L’ingénierie sociale en Europe – Quel rôle pour les travailleurs sociaux et les «personnes concernées»? – Toulouse (FRA) – 2016

 

L’objectif du colloque est d’interroger une fonction particulière, nommée en France l’ingénierie sociale. C’est-à-dire une forme d’expertise des besoins sociaux qui permet la mise en œuvre de dispositifs pertinents d’intervention dans les champs : social, médico-social, éducatif ou sanitaire.

Selon une définition possible, l’ingénierie correspond à une fonction « d’assemblier » qui aide à trouver des solutions partagées (projets) dans un champ sociétal où les pouvoirs, les compétences et les expertises sont répartis entre des acteurs multiples. Elle comporte des compétences –d’observation—d’analyse de l’environnement (besoins, positionnement des acteurs) – d’identification des leviers d’actions– de conduite et d’accompagnement de projets adaptés aux réalités territoriales—d’évaluation. C’est une capacité à mobiliser des ressources au service d’un projet collectif ou encore une maîtrise d’œuvre intelligente.

Selon un auteur : « Face à l’augmentation du chômage, à la paupérisation de nombreux groupes sociaux, à la dégradation de zones urbaines, de nouvelles méthodes d’intervention sont prises pour lutter contre l’exclusion et favoriser le développement de la vie sociale. L’ingénierie sociale propose des méthodes visant à conduire autrement des projets de développement dans des champs aussi divers que l’habitat social, la création d’emploi, l’éducation, l’insertion des jeunes, mais aussi l’activité sociale et culturelle (…). Trois grandes orientations caractérisent l’ingénierie sociale : – une méthodologie fondée sur l’analyse de situations complexes, l’élaboration des projets collectifs et la mise en œuvre de stratégies du développement: – une transformation des modes d’interventions institutionnels qui favorise le développement de l’action concertée et les capacités de mobilisation des auteurs sociaux, des usagers et des citoyens: – une évaluation dynamique des programmes et des projets basée sur l’implication des acteurs concernés et l’intégration permanente de la réflexion et de l’action » (V de Gaujelac).

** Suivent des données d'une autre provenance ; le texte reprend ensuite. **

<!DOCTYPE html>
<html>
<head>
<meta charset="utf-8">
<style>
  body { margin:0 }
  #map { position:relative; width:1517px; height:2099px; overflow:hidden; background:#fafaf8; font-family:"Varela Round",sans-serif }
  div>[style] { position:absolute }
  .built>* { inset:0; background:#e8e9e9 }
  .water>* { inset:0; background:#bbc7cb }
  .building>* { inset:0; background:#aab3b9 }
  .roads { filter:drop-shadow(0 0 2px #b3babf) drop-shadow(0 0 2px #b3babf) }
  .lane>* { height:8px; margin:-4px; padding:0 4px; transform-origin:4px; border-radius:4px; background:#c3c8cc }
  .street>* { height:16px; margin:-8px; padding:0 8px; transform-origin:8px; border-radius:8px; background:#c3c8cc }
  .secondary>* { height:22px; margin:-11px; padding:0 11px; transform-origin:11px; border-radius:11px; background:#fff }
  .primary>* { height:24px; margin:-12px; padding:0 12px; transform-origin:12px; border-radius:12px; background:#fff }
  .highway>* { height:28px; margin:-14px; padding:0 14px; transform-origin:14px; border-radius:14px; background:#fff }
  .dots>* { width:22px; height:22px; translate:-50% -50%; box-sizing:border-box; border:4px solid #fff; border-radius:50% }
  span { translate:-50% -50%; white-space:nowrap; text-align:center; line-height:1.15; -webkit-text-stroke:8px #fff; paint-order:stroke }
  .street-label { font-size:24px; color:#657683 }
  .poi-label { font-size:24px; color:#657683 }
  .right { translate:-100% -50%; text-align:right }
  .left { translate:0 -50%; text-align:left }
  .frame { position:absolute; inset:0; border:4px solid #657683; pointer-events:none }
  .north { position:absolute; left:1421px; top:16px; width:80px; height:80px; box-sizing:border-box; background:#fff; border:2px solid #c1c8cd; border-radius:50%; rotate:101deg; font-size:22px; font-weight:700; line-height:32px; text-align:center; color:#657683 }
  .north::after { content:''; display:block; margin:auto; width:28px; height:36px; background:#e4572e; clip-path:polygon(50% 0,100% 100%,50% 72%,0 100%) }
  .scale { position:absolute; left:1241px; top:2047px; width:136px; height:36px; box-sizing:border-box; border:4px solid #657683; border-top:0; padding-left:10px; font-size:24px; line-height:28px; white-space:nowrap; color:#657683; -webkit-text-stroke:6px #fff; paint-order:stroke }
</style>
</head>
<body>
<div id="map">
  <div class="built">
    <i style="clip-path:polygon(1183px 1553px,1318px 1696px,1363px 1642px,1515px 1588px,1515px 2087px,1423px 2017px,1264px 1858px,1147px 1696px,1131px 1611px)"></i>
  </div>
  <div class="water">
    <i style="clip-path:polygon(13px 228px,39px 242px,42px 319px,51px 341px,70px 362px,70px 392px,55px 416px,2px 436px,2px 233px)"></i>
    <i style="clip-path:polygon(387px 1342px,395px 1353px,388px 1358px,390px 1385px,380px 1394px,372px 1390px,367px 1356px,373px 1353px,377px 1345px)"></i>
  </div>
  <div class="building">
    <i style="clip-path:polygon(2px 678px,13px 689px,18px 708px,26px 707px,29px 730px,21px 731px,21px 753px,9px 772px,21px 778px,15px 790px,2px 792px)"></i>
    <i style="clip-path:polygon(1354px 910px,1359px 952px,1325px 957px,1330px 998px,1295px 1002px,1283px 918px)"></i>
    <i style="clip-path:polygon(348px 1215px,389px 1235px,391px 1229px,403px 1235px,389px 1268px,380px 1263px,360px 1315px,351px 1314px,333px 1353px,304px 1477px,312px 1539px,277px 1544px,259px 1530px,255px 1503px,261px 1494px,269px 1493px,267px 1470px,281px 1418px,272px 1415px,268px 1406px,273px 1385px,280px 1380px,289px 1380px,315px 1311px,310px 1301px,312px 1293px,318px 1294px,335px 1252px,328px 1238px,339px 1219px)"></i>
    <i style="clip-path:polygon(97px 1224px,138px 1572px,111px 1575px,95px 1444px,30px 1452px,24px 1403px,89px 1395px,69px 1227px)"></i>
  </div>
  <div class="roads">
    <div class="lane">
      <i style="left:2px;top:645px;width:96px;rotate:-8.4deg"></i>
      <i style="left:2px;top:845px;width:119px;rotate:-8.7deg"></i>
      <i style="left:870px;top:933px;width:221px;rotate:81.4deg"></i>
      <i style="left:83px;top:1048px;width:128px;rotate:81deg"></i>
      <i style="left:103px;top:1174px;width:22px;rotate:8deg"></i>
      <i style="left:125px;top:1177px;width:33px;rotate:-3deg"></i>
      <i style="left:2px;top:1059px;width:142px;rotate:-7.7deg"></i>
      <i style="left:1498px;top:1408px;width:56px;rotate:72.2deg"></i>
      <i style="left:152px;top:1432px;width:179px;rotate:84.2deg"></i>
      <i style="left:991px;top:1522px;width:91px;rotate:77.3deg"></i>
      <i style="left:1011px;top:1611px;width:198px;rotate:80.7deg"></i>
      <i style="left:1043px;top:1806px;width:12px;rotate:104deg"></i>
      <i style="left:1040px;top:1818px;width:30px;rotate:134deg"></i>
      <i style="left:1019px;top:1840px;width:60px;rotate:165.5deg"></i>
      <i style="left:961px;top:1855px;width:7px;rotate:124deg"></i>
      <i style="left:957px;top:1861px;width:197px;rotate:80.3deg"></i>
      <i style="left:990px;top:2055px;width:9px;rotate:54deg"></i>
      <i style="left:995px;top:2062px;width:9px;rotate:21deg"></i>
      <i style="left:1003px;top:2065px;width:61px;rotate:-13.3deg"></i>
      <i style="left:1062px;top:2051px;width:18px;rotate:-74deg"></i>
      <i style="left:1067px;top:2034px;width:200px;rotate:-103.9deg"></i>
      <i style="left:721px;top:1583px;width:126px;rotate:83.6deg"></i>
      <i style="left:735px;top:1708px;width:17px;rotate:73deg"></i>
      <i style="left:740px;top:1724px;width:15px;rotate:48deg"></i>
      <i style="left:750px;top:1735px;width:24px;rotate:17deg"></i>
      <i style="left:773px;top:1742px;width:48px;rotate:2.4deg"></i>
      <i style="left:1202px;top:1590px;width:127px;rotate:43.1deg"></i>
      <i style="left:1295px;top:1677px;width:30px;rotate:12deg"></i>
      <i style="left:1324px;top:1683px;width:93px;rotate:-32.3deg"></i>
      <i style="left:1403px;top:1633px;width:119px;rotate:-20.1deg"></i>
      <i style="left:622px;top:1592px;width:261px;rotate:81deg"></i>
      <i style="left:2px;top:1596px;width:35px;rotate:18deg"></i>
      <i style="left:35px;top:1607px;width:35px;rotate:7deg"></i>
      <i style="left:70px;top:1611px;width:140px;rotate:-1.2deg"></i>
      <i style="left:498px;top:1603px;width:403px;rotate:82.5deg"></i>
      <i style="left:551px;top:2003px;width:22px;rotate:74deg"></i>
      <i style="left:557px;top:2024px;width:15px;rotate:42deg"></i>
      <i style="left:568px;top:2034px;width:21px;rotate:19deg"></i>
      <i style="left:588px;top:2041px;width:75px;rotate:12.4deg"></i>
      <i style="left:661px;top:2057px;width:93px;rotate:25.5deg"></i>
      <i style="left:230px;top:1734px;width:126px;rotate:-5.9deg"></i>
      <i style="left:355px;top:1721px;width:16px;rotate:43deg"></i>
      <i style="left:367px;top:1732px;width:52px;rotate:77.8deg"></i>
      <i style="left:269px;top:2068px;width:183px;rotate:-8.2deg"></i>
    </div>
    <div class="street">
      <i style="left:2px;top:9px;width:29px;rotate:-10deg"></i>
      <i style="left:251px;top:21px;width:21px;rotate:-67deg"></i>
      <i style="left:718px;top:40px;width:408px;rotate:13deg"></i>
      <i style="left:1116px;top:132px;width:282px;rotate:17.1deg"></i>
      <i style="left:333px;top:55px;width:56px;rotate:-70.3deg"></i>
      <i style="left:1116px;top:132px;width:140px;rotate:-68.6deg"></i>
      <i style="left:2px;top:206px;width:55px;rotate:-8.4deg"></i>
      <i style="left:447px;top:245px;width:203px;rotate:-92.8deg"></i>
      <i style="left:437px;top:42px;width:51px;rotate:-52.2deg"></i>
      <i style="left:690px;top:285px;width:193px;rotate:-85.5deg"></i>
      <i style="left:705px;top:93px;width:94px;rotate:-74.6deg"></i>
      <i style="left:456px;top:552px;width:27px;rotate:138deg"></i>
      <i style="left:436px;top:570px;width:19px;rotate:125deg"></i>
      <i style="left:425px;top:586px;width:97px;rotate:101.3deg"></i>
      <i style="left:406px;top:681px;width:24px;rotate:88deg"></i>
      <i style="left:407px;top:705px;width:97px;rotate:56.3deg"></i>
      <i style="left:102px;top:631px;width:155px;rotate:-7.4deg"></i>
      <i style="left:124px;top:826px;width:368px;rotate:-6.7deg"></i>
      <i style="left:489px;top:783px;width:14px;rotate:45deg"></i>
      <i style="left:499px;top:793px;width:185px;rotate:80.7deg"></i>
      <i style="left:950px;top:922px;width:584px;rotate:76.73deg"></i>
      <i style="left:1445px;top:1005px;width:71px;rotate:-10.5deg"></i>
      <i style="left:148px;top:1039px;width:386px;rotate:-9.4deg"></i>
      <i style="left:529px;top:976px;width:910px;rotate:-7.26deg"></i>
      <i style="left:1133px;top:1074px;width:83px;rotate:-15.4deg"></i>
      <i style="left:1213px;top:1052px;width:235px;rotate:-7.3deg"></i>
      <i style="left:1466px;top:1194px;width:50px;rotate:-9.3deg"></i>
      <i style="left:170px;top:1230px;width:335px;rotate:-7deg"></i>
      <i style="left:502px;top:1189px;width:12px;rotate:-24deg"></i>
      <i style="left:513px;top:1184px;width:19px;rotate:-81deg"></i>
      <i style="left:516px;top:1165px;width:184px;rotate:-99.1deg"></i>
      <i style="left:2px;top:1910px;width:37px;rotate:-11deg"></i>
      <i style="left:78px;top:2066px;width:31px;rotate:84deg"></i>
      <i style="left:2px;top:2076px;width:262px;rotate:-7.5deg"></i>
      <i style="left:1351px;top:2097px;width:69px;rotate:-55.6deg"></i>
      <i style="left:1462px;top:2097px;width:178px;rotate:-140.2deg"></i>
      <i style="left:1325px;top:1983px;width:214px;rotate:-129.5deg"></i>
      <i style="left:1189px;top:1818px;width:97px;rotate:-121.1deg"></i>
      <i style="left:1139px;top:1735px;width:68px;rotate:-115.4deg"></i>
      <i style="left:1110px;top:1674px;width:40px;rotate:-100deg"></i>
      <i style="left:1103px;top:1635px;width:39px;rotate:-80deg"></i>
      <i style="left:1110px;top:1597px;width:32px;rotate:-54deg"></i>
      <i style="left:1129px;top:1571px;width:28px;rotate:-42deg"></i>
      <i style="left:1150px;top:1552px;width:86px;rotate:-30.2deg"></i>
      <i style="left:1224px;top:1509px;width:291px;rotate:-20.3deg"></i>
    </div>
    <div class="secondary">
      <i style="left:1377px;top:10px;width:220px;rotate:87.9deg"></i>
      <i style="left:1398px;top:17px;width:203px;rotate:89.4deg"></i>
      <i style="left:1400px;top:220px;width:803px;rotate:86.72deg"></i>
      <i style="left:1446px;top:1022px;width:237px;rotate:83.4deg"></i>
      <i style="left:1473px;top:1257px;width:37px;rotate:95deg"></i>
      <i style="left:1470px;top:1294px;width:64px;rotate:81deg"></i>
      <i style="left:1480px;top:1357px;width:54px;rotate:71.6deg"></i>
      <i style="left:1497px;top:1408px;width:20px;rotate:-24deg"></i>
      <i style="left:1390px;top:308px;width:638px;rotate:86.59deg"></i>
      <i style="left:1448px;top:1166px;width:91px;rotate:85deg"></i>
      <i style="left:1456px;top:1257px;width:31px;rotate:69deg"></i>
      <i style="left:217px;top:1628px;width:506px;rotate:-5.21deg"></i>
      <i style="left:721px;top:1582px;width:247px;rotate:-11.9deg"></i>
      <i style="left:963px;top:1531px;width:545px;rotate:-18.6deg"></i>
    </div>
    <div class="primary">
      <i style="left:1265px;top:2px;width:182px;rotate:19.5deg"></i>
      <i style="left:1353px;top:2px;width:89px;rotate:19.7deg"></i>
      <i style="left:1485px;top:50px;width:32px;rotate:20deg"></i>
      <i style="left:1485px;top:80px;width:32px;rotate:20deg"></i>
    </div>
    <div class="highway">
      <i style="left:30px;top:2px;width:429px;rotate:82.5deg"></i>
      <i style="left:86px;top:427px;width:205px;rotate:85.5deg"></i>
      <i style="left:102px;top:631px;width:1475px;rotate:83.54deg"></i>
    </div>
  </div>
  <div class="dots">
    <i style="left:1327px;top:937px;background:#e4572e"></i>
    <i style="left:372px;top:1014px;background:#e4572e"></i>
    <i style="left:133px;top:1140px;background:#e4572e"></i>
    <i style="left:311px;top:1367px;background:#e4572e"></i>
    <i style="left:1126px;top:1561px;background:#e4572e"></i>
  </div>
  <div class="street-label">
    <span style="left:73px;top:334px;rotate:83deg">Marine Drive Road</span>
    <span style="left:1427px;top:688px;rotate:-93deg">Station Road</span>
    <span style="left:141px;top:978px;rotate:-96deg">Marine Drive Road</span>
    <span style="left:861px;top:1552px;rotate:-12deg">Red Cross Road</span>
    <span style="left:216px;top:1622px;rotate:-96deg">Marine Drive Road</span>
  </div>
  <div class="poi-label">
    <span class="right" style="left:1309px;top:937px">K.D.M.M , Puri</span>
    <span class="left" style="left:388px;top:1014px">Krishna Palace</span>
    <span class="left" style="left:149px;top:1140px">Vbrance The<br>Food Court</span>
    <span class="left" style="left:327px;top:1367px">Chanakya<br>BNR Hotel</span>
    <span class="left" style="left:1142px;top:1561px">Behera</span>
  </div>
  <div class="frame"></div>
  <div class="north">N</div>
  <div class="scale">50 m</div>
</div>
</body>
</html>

Pour le dire autrement, l’ingénierie sociale est une forme d’expertise des ‘problèmes sociaux’ fondée sur des savoirs des sciences humaines, et qui doit permettre la mise en œuvre d’interventions/d’actions sociales.

Faire de l’ingénierie sociale nécessite donc des compétences, la mise en œuvre de savoirs théoriques – issus des sciences humaines – et ‘techniques’ aussi bien le recours à des méthodes d’enquête, de diagnostic que pour conduire et accompagner les projets.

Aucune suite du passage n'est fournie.